Hi Miguel,
On 05:23 Wed 11 Jan , Miguel Cordas wrote:
> Hello,
>
> We have a 2 nodes Ganeti 2.16.1 cluster with 2 VMs (drbd).
>
> Bad idea : node 1 HD failed, VMs irresponsive. My friend rebooted both
> nodes…
>
> Now node 2 (which is master) is live, node 1 dead. All Ganeti commands on
> node 2 lead to timeout except “gnt-cluster getmaster”.
On a 2-node cluster with one failed node, the node that's left alive
does not have quorum and so Ganeti daemons will not start automatically.
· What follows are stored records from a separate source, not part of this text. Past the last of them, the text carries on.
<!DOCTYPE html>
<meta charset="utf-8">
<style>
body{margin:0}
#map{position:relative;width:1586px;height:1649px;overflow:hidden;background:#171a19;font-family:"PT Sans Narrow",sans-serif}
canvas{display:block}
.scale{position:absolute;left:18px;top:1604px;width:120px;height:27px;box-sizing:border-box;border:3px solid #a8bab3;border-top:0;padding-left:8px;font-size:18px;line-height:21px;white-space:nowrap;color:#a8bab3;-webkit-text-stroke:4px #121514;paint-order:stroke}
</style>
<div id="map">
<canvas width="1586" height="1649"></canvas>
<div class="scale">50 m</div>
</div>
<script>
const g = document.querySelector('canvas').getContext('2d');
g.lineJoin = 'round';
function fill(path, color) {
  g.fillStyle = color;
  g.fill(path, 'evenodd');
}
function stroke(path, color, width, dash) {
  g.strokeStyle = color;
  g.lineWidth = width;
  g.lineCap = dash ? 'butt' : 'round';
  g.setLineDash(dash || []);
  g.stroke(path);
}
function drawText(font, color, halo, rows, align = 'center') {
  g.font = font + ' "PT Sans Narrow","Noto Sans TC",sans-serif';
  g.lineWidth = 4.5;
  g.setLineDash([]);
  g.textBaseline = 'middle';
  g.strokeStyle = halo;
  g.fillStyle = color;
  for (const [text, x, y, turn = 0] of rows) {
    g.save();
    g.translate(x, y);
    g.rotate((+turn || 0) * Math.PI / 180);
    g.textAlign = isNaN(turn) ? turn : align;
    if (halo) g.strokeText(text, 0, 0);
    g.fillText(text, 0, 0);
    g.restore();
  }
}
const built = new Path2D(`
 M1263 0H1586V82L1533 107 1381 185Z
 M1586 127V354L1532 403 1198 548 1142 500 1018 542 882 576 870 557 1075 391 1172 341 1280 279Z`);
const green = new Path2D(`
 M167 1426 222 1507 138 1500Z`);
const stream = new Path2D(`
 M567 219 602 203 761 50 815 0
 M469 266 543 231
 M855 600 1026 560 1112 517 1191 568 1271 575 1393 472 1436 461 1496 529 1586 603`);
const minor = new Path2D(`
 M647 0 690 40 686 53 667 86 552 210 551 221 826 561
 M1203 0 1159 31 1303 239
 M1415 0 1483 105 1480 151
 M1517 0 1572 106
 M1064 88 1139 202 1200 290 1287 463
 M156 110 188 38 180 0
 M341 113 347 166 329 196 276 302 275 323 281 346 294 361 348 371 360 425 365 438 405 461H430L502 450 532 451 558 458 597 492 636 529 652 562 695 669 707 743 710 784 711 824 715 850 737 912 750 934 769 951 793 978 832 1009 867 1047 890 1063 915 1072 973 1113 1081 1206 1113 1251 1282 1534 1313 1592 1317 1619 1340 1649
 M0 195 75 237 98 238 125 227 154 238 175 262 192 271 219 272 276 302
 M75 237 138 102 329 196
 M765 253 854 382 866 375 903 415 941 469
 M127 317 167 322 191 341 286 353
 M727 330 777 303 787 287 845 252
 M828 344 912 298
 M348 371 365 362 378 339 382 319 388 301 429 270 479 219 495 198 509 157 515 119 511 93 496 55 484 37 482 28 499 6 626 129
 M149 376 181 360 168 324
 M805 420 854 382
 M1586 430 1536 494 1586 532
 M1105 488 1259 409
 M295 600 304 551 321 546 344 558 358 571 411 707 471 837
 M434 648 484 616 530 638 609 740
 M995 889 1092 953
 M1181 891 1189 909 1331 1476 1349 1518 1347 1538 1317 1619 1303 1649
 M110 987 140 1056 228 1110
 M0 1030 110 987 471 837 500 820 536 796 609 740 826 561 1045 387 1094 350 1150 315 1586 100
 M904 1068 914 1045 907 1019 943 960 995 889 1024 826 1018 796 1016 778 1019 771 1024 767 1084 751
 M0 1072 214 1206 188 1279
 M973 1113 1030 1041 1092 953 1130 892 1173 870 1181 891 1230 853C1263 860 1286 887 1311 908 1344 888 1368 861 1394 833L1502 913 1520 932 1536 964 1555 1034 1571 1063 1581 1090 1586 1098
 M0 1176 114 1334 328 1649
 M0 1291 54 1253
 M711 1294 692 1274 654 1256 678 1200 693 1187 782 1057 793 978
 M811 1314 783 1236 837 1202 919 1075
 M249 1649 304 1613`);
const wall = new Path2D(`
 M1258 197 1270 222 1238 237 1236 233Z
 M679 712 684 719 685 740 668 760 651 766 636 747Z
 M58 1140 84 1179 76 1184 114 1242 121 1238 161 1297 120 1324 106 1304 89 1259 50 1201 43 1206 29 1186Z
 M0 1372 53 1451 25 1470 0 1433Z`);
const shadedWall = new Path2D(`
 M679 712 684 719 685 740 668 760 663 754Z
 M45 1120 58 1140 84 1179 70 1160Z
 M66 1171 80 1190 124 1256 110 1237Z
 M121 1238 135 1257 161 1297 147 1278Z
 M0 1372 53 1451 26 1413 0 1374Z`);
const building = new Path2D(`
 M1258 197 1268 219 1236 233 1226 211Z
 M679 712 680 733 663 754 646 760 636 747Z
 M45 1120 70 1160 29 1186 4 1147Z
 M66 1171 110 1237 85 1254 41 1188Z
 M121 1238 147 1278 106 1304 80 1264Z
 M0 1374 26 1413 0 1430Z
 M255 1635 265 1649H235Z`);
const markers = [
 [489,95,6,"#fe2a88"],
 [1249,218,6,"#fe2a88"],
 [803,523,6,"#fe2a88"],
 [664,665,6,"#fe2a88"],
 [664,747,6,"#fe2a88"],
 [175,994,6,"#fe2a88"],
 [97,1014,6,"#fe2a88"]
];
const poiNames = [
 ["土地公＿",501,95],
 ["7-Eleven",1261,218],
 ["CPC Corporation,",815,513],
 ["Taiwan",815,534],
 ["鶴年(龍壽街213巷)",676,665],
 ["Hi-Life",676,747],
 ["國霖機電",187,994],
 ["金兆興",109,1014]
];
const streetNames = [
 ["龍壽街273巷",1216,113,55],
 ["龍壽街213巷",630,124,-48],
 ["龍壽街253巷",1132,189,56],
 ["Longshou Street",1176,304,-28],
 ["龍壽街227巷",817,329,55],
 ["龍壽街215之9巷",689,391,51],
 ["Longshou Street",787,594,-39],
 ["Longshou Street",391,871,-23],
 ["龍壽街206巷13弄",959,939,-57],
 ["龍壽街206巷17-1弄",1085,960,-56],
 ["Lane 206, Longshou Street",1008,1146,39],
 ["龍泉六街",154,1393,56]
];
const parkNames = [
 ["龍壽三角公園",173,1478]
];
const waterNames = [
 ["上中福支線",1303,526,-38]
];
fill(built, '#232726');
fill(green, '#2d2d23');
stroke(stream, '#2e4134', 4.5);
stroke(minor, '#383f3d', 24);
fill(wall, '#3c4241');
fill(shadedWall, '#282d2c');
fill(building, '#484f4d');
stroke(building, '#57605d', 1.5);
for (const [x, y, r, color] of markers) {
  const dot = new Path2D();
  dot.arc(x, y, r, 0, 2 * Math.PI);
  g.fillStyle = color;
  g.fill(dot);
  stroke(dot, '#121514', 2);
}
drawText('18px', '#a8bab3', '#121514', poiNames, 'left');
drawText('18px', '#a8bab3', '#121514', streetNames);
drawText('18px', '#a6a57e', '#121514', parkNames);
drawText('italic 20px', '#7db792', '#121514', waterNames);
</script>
`gnt-cluster getmaster` works because it simply reads a file from disk,
without contacting any of the Ganeti daemons.
> Our idea is to install Centos 7 and Ganeti 2.16.1 on 2 or 3 more
> nodes.
>
> We need some advice on the best path to recover the cluster and be able to
> start instances (mail server and ERP).
>
> Also, is there a way, since node2 is master, to be able to start instances
> on node 2 while it’s the only node left ?
Now, if I recall correctly, the normal way out of this is to start
ganeti-luxid and ganeti-wconfd with the `--no-voting --yes-do-it`
arguments on the surviving node. This should get Ganeti functional on
node 2 again, and give you the ability to start instances etc. You might
also want to mark node 1 as offline (using `gnt-node modify --offline`)
to tell Ganeti not to attempt to contact the offline node.
After you restore the cluster to a working state with more than 2 nodes
alive, be sure to remove those arguments and restart the daemons on node
2.
Cheers,
Apollon